Exercise brief: From the data, copy out every line in which the word "textBaseline" appears.

(Dataset entries)
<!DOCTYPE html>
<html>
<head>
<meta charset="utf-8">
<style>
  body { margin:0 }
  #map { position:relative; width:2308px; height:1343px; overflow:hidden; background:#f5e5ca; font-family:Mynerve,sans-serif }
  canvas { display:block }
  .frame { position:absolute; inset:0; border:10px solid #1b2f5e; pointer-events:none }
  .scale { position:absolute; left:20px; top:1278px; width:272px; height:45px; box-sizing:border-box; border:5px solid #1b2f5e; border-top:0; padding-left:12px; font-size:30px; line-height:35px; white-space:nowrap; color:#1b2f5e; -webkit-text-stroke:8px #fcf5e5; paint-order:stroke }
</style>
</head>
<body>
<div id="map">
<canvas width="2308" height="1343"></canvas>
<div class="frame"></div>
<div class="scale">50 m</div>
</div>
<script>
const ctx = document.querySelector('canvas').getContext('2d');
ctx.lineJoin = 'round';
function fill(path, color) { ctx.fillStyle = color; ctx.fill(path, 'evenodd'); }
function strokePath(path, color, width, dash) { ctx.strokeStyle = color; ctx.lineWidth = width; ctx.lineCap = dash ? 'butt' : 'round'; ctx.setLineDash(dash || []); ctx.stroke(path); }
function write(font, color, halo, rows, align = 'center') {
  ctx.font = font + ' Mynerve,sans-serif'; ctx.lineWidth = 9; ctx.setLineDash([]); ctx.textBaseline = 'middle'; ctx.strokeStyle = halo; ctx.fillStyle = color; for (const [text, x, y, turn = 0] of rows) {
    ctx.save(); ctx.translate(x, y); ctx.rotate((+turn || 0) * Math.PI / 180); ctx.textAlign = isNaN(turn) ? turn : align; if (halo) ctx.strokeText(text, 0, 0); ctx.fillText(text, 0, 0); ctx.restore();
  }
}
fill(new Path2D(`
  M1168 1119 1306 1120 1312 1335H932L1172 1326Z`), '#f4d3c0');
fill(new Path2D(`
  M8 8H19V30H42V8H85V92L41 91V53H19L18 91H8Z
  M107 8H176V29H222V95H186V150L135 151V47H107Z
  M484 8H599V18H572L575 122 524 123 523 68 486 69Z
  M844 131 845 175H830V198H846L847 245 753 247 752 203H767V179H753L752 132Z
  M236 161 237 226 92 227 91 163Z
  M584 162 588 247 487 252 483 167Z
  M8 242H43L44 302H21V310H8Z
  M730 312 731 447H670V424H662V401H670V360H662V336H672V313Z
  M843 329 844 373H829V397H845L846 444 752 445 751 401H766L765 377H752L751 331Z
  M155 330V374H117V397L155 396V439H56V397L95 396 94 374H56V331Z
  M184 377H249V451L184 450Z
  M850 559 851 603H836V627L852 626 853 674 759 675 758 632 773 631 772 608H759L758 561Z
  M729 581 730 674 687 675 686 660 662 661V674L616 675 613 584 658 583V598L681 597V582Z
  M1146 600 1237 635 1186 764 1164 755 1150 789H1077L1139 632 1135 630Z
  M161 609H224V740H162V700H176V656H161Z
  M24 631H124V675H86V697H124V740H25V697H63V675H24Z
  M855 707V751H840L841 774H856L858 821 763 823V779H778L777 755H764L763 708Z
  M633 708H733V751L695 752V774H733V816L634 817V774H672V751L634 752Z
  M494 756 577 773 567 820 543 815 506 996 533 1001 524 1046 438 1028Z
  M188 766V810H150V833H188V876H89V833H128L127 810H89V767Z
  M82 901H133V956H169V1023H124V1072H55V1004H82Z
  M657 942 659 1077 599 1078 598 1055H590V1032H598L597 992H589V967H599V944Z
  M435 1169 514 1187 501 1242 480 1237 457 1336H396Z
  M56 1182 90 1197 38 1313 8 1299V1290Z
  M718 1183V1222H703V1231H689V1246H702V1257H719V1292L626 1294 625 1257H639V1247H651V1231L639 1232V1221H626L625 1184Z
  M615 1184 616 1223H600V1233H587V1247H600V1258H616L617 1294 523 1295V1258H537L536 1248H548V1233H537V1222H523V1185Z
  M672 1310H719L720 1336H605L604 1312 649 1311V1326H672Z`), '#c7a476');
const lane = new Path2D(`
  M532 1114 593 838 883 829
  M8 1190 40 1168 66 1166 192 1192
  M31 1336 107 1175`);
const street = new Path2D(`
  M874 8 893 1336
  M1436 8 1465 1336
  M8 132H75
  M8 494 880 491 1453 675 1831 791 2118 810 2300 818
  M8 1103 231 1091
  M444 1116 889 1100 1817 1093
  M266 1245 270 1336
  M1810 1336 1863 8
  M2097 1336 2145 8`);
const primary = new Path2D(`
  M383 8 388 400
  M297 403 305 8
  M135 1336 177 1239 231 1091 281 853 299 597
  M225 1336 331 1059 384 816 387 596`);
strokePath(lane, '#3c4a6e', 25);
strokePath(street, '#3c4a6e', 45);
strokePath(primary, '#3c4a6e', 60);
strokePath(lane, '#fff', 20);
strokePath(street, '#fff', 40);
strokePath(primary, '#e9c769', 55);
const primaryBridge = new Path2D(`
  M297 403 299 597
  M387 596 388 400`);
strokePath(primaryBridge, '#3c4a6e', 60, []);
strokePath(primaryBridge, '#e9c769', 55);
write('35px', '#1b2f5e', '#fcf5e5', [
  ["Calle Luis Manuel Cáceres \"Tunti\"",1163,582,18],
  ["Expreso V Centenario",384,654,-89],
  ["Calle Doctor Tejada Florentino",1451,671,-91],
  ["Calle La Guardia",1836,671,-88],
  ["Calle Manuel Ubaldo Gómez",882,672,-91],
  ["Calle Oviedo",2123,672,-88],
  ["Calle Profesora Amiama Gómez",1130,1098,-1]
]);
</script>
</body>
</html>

---

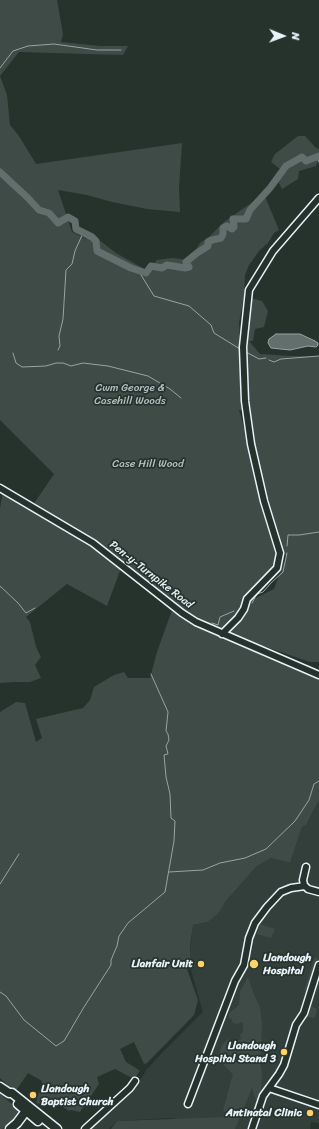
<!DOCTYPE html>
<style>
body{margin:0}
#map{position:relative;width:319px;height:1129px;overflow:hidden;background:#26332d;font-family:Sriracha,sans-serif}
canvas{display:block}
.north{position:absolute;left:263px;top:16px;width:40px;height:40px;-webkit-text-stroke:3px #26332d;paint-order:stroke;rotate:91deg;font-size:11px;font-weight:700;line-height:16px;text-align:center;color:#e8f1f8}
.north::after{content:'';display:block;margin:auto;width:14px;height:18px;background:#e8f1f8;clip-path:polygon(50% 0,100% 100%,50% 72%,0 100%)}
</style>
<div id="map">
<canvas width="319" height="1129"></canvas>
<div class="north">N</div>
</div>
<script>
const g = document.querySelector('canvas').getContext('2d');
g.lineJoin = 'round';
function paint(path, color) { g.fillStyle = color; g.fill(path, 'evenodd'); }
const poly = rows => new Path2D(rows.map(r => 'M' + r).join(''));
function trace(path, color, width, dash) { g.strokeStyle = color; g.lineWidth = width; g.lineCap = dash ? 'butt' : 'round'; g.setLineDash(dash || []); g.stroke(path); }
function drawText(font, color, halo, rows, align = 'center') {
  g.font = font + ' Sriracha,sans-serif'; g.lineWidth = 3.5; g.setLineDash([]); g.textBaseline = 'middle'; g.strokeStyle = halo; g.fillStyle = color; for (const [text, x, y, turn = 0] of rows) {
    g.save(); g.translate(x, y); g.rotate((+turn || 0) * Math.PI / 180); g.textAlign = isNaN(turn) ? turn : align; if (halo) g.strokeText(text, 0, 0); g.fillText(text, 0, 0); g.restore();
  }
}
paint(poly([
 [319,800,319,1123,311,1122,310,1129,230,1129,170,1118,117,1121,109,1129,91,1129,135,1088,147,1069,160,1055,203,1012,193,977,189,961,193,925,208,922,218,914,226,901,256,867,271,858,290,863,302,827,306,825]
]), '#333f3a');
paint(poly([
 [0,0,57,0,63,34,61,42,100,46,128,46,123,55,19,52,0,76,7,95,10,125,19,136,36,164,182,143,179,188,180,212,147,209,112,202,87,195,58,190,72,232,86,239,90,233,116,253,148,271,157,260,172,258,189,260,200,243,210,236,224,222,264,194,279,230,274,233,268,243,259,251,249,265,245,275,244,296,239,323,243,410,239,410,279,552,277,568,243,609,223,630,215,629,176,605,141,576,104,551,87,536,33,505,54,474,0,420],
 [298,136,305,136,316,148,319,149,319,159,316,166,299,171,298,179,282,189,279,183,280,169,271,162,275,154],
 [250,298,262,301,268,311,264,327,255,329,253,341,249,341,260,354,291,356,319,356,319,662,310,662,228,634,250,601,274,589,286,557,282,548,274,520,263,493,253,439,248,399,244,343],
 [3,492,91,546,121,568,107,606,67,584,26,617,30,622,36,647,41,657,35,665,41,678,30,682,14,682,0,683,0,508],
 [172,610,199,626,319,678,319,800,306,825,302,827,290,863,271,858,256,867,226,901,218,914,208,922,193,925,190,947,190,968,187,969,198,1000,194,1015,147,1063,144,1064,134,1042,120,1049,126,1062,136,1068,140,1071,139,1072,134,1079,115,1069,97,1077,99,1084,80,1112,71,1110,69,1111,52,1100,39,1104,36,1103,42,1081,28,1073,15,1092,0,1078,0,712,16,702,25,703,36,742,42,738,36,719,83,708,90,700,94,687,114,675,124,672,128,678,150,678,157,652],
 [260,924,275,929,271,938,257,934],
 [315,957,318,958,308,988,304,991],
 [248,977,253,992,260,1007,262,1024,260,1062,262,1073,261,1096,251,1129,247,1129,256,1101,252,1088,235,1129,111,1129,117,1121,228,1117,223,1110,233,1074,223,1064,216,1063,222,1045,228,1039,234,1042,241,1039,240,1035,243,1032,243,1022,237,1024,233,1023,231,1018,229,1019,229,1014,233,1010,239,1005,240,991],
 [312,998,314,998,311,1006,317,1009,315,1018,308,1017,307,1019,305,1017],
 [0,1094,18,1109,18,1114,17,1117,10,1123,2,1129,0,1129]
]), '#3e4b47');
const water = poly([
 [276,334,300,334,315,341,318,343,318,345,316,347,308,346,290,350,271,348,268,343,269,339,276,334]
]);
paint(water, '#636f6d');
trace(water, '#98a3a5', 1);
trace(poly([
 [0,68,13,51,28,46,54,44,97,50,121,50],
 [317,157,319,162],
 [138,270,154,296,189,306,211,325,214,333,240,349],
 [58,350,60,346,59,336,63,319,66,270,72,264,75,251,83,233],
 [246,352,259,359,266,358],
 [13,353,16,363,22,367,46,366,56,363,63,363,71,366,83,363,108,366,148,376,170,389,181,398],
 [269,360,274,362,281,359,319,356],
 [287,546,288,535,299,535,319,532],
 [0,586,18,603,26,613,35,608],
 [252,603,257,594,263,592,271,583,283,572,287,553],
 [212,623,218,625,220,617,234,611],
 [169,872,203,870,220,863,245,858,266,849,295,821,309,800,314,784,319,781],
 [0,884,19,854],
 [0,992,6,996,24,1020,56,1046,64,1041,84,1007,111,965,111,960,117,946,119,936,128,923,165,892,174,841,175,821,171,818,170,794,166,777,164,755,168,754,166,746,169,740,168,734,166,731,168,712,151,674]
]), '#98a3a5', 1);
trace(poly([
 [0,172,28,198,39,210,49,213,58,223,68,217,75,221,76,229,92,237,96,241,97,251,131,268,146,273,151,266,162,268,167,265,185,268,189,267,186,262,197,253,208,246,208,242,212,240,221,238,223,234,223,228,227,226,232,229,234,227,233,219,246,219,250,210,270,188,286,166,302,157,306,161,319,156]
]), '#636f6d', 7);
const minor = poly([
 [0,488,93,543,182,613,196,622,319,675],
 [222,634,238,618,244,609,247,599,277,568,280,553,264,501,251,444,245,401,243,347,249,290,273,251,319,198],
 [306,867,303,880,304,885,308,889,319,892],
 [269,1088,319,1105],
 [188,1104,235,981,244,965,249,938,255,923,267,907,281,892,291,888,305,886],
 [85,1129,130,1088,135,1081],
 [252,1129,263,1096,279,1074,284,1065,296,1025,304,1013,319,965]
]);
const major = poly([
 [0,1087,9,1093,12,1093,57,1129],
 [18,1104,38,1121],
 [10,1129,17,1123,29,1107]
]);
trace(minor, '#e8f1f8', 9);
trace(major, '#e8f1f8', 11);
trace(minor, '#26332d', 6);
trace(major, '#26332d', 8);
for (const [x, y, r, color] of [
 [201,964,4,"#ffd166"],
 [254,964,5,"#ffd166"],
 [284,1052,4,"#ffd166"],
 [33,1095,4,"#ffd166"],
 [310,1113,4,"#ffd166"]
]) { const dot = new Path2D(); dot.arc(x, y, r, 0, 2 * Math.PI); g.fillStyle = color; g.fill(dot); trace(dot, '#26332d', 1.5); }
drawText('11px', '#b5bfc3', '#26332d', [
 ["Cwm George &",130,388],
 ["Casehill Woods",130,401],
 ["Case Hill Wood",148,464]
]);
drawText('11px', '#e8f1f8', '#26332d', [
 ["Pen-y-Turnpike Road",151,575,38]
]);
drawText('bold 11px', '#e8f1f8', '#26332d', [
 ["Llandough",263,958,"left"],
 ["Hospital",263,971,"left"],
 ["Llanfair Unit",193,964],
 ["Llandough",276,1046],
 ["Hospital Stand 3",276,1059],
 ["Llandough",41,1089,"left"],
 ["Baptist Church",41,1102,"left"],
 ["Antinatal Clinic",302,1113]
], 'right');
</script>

==

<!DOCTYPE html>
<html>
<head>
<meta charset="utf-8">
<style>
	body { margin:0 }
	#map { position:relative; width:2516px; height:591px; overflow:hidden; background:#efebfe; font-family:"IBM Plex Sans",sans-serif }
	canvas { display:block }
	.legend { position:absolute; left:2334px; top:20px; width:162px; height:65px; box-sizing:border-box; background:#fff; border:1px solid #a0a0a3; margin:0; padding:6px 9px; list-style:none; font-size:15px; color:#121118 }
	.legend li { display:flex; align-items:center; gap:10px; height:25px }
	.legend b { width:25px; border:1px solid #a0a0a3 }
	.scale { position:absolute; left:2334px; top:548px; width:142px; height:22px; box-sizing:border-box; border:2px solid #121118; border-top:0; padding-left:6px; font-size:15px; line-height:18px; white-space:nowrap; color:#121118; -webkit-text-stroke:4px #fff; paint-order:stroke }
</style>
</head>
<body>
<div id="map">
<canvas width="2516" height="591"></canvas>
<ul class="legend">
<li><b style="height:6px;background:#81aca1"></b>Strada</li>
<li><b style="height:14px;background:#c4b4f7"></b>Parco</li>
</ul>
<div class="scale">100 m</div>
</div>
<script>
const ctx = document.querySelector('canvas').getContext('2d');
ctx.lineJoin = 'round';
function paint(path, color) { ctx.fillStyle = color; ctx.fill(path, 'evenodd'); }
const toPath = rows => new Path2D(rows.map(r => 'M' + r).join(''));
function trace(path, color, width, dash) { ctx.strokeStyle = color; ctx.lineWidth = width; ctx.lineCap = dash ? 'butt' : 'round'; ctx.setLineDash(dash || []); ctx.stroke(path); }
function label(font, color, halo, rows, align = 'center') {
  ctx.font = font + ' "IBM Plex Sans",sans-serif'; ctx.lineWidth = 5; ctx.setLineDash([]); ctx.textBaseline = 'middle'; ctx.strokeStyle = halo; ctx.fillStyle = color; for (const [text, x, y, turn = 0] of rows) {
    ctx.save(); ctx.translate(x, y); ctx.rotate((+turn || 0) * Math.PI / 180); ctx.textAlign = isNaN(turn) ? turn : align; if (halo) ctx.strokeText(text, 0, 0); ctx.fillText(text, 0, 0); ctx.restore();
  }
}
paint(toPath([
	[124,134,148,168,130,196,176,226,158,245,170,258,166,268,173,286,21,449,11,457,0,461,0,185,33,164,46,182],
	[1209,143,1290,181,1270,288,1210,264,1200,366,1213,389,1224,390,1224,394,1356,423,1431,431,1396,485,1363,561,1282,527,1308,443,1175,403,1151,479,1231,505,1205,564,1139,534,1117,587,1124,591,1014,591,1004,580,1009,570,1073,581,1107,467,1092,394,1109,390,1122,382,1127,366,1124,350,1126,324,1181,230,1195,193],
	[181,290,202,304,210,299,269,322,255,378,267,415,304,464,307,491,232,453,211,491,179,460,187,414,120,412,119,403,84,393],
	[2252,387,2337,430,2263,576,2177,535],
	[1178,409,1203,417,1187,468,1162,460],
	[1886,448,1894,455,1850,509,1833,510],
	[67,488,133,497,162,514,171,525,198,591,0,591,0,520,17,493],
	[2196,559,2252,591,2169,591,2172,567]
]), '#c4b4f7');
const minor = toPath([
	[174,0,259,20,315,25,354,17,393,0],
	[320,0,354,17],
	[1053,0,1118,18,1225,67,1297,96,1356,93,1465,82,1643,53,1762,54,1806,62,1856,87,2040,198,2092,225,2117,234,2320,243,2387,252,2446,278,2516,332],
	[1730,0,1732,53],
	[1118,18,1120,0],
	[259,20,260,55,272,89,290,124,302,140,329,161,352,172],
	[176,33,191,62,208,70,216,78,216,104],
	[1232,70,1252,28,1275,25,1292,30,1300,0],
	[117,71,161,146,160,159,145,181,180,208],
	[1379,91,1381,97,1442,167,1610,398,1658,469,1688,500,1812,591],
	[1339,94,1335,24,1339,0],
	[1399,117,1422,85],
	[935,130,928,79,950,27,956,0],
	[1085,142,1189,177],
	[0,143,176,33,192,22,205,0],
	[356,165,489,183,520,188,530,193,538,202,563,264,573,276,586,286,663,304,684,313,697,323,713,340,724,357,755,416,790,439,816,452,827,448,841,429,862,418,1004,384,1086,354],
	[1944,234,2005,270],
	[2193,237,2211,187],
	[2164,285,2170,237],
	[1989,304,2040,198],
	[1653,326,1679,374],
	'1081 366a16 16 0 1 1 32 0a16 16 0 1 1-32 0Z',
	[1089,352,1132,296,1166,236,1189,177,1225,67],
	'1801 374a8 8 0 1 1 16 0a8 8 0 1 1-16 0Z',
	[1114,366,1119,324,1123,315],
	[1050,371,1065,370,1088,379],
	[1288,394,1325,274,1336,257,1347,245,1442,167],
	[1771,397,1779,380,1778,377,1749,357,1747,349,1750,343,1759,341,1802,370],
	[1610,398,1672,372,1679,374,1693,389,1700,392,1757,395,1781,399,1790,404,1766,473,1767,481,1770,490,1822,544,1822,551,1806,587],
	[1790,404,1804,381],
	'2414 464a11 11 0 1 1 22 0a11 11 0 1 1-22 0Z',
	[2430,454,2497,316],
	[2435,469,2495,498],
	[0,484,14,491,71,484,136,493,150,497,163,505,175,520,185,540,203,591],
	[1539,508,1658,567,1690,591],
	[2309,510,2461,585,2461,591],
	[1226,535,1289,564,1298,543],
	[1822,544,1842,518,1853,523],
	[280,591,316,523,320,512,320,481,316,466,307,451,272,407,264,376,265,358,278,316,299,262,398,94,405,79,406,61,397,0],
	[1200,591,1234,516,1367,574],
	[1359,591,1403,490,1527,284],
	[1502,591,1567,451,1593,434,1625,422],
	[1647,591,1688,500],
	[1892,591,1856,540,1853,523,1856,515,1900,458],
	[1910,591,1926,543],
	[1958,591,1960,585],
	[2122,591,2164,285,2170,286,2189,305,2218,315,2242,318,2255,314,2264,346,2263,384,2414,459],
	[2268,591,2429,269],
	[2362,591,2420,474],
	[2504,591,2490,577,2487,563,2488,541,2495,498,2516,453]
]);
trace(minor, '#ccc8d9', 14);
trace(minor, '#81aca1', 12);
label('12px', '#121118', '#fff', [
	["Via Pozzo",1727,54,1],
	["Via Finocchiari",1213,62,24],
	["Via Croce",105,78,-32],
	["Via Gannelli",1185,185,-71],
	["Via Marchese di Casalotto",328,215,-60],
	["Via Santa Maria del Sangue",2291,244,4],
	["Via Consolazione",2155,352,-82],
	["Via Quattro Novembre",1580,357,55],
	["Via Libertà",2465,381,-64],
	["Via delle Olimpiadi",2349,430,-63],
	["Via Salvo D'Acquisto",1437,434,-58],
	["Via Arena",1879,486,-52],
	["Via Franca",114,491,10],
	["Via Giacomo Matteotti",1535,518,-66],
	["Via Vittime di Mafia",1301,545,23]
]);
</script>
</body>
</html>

Answer area:
  ctx.font = font + ' Mynerve,sans-serif'; ctx.lineWidth = 9; ctx.setLineDash([]); ctx.textBaseline = 'middle'; ctx.strokeStyle = halo; ctx.fillStyle = color; for (const [text, x, y, turn = 0] of rows) {
  g.font = font + ' Sriracha,sans-serif'; g.lineWidth = 3.5; g.setLineDash([]); g.textBaseline = 'middle'; g.strokeStyle = halo; g.fillStyle = color; for (const [text, x, y, turn = 0] of rows) {
  ctx.font = font + ' "IBM Plex Sans",sans-serif'; ctx.lineWidth = 5; ctx.setLineDash([]); ctx.textBaseline = 'middle'; ctx.strokeStyle = halo; ctx.fillStyle = color; for (const [text, x, y, turn = 0] of rows) {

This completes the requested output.